# Work item:
Write out the listing below exactly, beginning at its first line and ending with the line that contains "width:54px; height:54px; display:grid;".

# Available data:
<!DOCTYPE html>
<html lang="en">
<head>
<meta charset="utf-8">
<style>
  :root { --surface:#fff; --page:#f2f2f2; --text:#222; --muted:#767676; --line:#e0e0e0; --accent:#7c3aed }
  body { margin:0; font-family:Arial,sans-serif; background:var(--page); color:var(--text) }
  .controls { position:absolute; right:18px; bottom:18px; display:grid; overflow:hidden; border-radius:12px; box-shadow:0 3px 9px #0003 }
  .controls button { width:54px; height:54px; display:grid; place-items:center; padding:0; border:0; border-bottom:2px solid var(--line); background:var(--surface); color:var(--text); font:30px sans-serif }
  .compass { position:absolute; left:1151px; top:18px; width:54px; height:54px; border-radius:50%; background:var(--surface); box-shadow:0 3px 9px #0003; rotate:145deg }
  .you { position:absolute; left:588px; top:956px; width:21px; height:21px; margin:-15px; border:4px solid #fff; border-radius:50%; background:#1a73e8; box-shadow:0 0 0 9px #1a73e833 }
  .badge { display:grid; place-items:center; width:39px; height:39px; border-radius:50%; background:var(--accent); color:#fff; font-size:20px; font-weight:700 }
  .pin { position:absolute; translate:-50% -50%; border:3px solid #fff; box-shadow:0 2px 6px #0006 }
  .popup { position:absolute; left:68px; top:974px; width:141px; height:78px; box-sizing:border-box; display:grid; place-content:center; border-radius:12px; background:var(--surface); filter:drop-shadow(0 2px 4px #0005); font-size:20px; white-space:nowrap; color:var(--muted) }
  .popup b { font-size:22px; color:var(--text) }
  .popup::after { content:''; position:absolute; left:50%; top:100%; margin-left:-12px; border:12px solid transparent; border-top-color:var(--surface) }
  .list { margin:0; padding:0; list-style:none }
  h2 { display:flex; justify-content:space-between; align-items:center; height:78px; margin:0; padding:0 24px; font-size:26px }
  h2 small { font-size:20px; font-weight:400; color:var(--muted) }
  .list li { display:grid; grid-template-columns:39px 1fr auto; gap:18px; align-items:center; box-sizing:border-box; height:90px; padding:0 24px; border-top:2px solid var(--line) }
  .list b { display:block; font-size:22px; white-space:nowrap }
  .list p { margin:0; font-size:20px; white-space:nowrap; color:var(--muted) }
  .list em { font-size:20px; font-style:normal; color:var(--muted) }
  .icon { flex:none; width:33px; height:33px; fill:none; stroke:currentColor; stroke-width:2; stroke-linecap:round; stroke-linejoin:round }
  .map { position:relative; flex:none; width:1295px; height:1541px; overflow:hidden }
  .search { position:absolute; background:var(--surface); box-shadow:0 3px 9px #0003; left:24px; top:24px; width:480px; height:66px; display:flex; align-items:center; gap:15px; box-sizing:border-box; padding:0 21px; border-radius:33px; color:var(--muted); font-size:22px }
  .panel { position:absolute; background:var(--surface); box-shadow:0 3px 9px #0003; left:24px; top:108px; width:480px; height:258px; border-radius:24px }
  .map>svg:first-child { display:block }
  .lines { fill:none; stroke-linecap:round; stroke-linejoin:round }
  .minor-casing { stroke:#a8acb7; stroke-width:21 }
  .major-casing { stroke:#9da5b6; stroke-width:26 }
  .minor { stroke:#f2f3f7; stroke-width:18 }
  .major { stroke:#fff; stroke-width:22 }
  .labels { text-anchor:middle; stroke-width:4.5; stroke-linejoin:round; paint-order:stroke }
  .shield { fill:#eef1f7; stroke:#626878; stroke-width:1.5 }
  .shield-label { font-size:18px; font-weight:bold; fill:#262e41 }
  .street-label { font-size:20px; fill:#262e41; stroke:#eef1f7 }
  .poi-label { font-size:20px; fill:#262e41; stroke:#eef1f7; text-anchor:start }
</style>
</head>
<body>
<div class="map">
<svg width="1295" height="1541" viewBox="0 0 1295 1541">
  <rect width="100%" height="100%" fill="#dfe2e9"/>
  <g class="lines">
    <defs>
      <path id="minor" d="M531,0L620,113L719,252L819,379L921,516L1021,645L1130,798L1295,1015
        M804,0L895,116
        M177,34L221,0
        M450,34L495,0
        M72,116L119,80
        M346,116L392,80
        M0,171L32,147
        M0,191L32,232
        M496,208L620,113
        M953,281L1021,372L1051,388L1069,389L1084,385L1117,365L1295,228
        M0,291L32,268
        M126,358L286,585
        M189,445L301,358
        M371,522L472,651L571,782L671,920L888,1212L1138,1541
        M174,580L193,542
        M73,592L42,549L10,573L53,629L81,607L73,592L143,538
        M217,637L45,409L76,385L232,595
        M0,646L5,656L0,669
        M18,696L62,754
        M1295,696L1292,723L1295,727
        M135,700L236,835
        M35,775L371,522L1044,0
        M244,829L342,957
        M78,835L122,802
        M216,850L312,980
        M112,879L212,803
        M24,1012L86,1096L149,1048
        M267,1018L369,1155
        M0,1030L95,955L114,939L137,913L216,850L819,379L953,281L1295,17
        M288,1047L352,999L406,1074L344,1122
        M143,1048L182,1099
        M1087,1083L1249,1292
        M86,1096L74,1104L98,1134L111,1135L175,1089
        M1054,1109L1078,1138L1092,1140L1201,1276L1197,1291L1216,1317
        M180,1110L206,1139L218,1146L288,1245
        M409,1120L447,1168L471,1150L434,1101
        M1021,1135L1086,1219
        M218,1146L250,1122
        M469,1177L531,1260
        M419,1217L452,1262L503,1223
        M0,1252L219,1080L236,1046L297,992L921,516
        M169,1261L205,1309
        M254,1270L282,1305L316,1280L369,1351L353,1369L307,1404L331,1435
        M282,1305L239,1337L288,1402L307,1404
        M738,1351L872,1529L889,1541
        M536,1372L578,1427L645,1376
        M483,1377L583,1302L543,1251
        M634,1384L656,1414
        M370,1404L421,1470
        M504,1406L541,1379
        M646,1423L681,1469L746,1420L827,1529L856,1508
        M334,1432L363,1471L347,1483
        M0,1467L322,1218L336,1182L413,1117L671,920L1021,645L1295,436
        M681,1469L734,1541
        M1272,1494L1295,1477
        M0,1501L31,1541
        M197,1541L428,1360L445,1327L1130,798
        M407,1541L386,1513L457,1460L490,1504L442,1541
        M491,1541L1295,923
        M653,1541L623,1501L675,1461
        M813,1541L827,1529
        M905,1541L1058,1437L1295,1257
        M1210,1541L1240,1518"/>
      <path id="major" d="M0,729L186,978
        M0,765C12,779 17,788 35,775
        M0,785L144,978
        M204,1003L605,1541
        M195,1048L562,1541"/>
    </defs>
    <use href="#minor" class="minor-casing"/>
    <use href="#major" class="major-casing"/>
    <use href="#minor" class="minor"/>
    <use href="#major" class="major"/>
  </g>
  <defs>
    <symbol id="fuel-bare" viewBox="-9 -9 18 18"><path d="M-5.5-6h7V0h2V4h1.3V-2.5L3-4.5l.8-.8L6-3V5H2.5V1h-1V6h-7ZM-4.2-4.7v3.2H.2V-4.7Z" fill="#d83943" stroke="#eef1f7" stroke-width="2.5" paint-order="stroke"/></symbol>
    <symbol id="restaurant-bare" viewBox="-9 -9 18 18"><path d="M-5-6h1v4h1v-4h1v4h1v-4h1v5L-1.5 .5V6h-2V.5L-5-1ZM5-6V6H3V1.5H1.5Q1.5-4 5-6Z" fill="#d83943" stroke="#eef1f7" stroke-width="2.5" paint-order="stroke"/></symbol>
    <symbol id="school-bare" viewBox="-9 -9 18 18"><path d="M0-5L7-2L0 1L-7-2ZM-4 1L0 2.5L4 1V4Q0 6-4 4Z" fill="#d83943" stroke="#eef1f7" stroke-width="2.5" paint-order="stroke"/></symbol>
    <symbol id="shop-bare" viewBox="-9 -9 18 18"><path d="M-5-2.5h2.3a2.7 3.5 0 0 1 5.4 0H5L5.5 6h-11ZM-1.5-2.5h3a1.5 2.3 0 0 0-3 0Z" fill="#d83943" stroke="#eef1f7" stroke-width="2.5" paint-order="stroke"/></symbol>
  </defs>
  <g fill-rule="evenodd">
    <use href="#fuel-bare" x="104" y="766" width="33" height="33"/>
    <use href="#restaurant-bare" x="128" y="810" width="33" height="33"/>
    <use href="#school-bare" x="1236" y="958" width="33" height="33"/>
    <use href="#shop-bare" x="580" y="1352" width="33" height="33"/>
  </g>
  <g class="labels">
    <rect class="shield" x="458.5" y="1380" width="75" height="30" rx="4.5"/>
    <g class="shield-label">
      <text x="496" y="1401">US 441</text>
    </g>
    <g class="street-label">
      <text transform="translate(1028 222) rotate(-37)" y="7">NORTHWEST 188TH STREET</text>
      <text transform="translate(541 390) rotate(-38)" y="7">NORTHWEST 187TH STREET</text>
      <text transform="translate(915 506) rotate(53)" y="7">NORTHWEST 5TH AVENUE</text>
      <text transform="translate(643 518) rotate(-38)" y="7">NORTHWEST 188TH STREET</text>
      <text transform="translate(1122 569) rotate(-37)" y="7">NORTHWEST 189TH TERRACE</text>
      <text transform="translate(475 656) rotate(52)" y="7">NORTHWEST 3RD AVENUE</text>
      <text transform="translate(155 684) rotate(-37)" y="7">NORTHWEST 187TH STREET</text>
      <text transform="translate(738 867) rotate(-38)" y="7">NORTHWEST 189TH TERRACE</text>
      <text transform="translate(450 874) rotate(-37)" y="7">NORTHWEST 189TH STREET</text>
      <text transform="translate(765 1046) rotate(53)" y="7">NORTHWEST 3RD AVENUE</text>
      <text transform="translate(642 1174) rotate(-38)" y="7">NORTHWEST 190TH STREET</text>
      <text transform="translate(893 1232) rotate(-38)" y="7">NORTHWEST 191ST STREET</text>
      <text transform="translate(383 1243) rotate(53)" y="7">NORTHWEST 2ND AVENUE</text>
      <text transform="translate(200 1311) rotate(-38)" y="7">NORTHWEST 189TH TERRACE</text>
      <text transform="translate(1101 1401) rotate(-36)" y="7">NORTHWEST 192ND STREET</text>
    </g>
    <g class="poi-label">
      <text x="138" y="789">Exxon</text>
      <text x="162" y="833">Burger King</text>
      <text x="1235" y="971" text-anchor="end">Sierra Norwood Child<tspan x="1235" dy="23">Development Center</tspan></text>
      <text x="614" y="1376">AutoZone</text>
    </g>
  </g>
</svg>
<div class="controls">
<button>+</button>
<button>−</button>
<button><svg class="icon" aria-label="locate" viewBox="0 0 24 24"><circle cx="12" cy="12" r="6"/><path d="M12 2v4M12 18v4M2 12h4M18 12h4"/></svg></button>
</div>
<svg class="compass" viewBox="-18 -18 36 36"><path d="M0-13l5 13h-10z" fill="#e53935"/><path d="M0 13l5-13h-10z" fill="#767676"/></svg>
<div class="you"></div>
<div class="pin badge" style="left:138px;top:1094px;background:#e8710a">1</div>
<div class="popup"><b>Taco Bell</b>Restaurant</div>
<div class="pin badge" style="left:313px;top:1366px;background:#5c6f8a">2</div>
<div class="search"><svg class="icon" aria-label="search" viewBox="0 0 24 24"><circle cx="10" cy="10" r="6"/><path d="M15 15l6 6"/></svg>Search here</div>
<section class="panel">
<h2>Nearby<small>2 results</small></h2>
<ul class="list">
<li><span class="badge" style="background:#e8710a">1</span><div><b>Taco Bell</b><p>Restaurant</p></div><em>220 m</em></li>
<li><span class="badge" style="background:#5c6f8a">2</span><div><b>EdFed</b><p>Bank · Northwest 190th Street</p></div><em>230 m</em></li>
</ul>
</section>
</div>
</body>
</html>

# Response area:
<!DOCTYPE html>
<html lang="en">
<head>
<meta charset="utf-8">
<style>
  :root { --surface:#fff; --page:#f2f2f2; --text:#222; --muted:#767676; --line:#e0e0e0; --accent:#7c3aed }
  body { margin:0; font-family:Arial,sans-serif; background:var(--page); color:var(--text) }
  .controls { position:absolute; right:18px; bottom:18px; display:grid; overflow:hidden; border-radius:12px; box-shadow:0 3px 9px #0003 }
  .controls button { width:54px; height:54px; display:grid; place-items:center; padding:0; border:0; border-bottom:2px solid var(--line); background:var(--surface); color:var(--text); font:30px sans-serif }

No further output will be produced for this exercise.